Après avoir longtemps interrogé la jeune fille (non, on ne la bat pas, oui, elle est bien traitée, non elle ne songe pas à se marier, du moins pas tout de suite...) Carali retourne rendre compte au temple de ses enquêtes.

En attendant que la prêtresse de l'accueil puisse le recevoir, il discute de tout et de rien avec les autres quémandeurs.

- Mais quelle surprise ! Je suis justement à la recherche de mon amie disparue : Betty.
- Ca alors ! Seriez-vous Baba ?
- Pour vous servir.
- Je vous croyais disparue vous aussi.
- Je n'étais qu'absente. Peut-être pouvons-nous mettre les résultats de nos recherches en commun ?

Carali lui révèle le fruit de ses investigations.

- Pour résumer, vous n'avez rien trouvé qui implique le culte lunaire...
- Oui, mais il reste la disparition mystérieuse de votre amie Betty. Dans votre lettre, vous disiez soupçonner un trafic de jeune femme organisé par la guilde des voleurs et des assassins d'Uhr. Qu'avez-vous trouvé ?
- Rien, cette guilde est très secrète.
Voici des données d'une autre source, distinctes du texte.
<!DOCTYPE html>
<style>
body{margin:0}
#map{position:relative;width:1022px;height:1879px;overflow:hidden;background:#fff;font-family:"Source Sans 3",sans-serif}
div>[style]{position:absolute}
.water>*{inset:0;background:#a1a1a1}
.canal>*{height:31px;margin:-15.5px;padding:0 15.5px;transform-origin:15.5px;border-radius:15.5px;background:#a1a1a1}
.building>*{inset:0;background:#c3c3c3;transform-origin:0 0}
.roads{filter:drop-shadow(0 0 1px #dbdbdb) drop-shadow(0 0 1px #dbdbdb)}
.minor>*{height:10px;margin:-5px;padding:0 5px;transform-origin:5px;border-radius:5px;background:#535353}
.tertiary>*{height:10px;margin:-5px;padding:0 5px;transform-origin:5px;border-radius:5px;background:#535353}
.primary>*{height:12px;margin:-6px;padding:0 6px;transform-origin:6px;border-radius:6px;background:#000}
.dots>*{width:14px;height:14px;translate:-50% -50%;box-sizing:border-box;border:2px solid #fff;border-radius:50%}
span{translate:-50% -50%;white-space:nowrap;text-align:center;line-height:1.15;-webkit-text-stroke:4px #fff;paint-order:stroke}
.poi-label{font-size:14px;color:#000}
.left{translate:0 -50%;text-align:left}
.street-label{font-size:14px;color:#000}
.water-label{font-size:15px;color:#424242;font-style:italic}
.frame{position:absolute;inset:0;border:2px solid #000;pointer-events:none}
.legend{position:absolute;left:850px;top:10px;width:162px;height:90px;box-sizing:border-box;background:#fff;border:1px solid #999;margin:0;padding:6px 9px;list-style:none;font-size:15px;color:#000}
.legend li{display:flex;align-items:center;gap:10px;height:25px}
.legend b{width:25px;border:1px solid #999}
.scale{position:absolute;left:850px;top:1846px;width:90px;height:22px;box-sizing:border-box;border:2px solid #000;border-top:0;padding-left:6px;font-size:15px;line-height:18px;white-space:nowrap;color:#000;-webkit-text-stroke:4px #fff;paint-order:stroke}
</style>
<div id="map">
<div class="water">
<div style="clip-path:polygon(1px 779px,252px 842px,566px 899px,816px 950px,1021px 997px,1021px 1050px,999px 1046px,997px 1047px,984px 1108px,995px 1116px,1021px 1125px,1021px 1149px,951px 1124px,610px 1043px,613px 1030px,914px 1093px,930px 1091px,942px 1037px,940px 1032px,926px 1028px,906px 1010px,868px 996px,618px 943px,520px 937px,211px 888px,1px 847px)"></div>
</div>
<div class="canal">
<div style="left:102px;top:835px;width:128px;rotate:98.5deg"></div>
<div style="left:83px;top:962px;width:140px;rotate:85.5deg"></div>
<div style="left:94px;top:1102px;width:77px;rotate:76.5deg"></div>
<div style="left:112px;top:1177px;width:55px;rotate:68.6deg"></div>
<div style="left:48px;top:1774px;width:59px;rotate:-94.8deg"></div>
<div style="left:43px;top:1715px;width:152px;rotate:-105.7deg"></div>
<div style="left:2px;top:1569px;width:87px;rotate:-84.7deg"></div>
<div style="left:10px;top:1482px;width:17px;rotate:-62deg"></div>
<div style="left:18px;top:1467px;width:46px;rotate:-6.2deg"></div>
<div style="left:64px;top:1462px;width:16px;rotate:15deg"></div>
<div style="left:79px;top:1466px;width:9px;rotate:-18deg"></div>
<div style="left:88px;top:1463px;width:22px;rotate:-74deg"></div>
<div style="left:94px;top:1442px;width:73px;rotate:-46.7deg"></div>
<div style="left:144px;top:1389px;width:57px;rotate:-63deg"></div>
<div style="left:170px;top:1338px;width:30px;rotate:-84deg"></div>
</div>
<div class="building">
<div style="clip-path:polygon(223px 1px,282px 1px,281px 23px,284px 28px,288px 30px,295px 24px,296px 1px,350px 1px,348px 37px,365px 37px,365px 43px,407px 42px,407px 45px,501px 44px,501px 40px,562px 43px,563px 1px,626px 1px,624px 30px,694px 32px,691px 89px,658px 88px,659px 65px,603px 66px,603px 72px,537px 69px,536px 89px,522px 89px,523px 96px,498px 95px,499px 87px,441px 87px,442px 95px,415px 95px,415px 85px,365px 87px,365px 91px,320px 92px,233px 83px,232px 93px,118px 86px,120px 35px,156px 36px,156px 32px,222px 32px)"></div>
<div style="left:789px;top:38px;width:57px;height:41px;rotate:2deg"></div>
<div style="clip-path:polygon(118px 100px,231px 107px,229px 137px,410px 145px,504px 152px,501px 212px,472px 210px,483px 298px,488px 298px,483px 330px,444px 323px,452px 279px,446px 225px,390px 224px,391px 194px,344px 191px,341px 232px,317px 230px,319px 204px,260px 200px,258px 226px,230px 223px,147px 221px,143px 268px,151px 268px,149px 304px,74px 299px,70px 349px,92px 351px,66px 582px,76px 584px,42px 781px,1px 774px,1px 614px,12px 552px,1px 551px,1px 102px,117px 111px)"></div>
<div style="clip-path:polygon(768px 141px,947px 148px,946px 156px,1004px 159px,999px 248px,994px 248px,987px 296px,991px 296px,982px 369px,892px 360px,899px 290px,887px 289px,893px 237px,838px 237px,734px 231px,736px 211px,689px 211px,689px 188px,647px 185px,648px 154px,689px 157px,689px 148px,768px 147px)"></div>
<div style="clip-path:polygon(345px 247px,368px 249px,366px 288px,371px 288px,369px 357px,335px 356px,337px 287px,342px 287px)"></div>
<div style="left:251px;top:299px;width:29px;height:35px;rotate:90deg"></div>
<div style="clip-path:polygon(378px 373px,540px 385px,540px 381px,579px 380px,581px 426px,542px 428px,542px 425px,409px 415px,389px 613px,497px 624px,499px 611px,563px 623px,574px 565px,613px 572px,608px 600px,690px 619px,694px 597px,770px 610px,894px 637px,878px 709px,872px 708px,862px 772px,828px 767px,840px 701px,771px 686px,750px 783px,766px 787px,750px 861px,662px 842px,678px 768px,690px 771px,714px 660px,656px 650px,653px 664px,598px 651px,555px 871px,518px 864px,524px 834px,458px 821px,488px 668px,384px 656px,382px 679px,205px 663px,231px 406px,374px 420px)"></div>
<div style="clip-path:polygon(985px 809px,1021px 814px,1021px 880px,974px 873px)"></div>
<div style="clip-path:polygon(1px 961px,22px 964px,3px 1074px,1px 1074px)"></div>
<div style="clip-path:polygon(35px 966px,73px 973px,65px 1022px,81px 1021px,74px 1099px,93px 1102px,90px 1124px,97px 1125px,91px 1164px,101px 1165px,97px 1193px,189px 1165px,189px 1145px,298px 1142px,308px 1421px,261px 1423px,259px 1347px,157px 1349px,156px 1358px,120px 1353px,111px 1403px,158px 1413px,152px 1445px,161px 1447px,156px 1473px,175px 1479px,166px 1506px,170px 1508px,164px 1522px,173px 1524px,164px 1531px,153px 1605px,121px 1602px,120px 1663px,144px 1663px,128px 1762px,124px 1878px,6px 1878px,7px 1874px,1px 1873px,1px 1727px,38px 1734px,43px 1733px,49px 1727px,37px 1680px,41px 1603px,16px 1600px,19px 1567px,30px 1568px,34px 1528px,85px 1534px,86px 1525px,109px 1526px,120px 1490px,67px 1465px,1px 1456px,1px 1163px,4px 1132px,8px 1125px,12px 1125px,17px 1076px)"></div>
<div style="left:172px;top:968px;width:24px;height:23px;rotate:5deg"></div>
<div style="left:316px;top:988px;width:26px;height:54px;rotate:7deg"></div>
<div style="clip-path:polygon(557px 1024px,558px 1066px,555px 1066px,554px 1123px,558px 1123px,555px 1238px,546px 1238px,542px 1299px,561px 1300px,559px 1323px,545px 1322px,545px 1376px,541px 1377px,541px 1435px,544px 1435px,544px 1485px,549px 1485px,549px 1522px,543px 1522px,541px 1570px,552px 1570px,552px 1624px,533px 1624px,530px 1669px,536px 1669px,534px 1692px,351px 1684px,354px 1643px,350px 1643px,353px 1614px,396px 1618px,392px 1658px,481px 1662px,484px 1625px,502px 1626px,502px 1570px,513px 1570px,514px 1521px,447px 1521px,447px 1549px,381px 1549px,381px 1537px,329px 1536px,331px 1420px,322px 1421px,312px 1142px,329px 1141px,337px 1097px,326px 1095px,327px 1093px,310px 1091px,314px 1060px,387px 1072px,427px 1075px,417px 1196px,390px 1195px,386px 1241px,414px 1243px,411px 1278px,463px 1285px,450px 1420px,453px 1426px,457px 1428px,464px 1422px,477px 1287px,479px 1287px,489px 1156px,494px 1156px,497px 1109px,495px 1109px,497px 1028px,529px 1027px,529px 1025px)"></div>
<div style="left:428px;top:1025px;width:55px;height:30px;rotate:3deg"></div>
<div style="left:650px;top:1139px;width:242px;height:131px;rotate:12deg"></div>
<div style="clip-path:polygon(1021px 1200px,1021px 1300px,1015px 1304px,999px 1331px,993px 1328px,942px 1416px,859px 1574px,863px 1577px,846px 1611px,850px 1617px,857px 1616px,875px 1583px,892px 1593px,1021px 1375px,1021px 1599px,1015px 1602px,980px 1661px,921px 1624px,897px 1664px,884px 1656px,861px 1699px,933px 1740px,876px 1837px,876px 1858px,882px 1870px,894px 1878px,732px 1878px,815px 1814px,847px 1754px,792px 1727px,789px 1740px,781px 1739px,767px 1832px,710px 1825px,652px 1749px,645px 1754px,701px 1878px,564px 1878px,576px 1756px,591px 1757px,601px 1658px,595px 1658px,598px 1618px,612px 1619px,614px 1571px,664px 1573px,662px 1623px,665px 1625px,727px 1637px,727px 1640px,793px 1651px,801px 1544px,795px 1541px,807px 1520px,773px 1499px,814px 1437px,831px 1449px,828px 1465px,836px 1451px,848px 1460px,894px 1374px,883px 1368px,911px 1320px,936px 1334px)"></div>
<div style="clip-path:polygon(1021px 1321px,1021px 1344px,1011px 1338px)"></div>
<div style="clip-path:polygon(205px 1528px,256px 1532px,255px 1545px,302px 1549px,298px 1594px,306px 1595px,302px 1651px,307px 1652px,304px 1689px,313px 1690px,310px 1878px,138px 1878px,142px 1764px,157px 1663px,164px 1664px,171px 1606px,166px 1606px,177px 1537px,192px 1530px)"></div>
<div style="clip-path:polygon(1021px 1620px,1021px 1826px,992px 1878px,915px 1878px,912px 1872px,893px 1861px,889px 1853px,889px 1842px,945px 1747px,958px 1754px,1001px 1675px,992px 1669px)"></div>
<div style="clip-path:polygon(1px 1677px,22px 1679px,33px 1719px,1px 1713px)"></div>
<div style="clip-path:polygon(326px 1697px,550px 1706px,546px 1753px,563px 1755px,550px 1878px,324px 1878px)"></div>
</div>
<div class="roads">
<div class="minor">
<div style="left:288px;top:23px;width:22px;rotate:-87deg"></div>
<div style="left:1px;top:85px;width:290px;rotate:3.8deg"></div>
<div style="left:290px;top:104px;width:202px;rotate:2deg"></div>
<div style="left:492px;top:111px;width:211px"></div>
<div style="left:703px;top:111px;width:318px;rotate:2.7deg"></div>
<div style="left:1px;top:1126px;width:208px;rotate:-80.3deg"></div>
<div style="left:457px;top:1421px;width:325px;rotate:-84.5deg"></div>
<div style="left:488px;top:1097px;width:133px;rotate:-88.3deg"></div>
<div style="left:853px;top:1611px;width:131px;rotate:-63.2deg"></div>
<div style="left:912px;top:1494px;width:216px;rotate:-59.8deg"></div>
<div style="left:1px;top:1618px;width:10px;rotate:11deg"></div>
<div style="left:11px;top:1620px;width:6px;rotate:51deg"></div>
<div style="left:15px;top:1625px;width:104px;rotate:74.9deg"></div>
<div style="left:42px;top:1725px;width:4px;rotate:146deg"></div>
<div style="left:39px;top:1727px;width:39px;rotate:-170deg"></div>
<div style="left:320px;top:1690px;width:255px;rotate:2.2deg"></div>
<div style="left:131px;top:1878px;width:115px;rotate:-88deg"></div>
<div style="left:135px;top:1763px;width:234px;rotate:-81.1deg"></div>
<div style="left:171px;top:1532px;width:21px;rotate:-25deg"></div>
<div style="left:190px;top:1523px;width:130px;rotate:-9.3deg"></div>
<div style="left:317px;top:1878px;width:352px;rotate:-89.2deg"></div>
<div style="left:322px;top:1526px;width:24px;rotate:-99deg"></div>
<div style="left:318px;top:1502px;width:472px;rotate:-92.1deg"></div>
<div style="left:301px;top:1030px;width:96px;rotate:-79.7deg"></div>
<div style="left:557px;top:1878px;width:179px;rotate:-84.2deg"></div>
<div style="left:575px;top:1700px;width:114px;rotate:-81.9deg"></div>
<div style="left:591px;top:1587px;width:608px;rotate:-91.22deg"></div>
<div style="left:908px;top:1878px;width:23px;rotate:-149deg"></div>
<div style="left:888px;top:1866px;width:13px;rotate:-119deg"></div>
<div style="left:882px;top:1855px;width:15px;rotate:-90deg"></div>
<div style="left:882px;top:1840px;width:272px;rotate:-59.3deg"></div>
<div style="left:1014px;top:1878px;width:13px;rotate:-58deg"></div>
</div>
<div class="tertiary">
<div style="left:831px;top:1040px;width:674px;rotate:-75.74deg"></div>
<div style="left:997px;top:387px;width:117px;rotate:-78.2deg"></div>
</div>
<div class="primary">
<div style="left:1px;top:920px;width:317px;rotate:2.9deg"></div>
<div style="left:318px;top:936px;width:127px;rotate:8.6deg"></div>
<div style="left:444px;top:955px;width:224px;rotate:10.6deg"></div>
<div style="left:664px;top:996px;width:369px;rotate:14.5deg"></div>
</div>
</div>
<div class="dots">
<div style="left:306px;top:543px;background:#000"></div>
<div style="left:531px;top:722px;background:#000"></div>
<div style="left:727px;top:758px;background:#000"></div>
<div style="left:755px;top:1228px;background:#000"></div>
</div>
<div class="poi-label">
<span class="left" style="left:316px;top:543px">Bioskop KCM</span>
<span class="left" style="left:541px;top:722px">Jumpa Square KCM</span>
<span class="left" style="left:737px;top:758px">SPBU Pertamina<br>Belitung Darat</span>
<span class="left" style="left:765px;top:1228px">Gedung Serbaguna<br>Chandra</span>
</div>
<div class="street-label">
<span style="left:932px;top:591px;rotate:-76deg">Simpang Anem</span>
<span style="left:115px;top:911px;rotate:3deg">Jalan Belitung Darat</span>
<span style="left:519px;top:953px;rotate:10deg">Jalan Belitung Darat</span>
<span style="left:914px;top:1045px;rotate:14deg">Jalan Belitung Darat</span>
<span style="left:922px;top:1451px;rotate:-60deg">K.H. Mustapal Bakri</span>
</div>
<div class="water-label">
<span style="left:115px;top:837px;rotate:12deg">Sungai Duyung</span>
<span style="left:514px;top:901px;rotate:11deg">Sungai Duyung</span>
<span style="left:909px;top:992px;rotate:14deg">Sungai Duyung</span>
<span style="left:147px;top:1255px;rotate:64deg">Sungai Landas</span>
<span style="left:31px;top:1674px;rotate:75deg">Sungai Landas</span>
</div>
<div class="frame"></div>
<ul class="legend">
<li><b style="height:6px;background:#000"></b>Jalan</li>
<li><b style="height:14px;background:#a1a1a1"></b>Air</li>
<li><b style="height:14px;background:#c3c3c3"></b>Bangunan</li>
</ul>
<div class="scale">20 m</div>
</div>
Et vous, qu'avez-vous appris sur le culte lunaire ?
- Il semble que ses adeptes immolent des jeunes filles sur des autels les soirs de pleine lune...
- Ils les immolent, vraiment ?
- Enfin... disons qu'ils ont des pratiques bizarres avec des vierges et des démons...
- J'ai une idée !
- Oui ?
- Il y a un cercle antique de pierres levées sur l'îlot abandonné en face du port d'Uhr, et ce soir est soir de pleine lune. Pourquoi n'irions-nous pas y faire un tour ?
- N'est-ce point dangereux ?
- Je suis sûre qu'un magicien de votre réputation a les moyens de faire face au danger. Y allons-nous ?
- D'accord. Nous verrons la prêtresse d'Aana demain. Elle se fait décidément trop attendre.

Il s'agit d'une ruine, et de quelques pierres. Carali, prêt à toutes éventualités, explore méticuleusement l'îlot, tandis que Baba s'allonge sur l'herbe et attend. Mais il n'y a personne.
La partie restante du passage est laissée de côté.